The wind farm under observation consists of 9 wind turbines, each equipped with a 115-m towers and 99-m blades. 3-dimensional total-flash lightning mapping and synchronized waveform observations are conducted using Realtime Low-frequency Electric Field Detection Array (RT_LFEDA) at China Meteorological Administration’s Field Experiment Base on Lightning Science (CMA_FEBLS). Radiation source data in terms of azimuth and elevation angles for lightning strikes on turbines are obtained with a lightning continuous interferometer (CINTF).

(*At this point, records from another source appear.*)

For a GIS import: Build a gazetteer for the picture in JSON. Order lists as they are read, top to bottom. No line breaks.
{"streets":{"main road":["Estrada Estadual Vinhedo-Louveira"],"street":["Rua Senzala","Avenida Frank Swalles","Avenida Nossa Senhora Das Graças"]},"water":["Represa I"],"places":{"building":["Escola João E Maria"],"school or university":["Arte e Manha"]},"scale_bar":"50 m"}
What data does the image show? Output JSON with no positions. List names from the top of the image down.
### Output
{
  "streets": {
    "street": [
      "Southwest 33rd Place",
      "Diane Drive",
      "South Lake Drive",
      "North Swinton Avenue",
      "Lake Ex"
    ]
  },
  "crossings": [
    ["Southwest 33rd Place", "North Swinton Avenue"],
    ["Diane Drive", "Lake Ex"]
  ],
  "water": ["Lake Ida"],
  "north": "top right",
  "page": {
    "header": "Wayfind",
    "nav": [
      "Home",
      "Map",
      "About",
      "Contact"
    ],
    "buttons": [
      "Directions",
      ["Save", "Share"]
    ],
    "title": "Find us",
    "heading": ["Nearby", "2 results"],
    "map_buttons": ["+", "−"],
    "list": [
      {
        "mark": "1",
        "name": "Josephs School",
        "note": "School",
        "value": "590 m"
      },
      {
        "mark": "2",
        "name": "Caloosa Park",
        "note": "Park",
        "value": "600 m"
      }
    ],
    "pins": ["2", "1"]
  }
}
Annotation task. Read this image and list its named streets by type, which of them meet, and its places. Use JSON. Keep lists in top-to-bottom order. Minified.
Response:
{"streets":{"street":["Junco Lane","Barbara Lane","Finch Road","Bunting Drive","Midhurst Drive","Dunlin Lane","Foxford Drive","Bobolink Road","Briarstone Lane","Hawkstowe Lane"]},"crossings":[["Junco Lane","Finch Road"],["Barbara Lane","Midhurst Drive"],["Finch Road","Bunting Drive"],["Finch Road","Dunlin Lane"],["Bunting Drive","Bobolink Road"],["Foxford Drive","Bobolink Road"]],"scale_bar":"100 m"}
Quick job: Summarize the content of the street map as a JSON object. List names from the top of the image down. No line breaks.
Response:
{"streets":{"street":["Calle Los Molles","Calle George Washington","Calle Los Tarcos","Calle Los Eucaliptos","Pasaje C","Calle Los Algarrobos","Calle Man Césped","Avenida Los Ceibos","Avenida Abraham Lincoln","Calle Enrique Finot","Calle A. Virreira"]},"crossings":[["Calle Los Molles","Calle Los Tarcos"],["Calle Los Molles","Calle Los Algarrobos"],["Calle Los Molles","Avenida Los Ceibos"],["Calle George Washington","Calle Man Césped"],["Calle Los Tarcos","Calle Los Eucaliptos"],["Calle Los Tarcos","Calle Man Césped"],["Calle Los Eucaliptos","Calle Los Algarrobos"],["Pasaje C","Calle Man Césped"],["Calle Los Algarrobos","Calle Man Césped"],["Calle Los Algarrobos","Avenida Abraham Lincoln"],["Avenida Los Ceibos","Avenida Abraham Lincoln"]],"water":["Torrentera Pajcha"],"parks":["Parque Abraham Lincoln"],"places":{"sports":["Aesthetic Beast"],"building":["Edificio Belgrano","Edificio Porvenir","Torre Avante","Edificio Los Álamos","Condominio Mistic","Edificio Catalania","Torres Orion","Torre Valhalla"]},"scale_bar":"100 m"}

It is shows that the mountainous wind farm exhibits an attraction effect on nearby cloud-to-ground return strokes. An influence range of approximately 1.8 km is observed, within which the lightning strike density is elevated. The return stroke density decreases from 3.7 km^-2 near turbines to 1.5 km^-2 outside the influence zone, with an average value of 2.53 km^-2. Multiple return strokes from a single flash are observed to strike different turbines, and these strike locations correlate closely with branched paths of the initial downward leader. Subsequent discharges develop along different leader branches, leading to return strokes at spatially separated positions. Furthermore, strong and weak return strokes exhibit distinct spatial distributions: Stronger return strokes being tend to occur on turbines located at lower elevations along the periphery of the wind farm. Upward leaders are initiated from multiple wind turbines during lightning events, and their initiation is observed to take place when the downward leader approaches within 100-200 m of a turbine. Lengths of upward leaders are measured to range from 161 m to 356 m, with propagation speeds between 1.8×10⁵ m·s^-1 and 2.2×10⁶ m·s^-1, and an average speed of 1.03×10⁶ m·s^-1. The average propagation speed of connecting leaders is 1.7×10⁶ m·s^-1. Electric field waveforms of return strokes are characterized by multiple peaks due to current reflection caused by the turbine structure, with an average peak-to-peak interval of 4.66 μs. The presence of reflected signals is considered to lead to overestimation of lightning current by operational lightning location systems for strikes on wind turbines.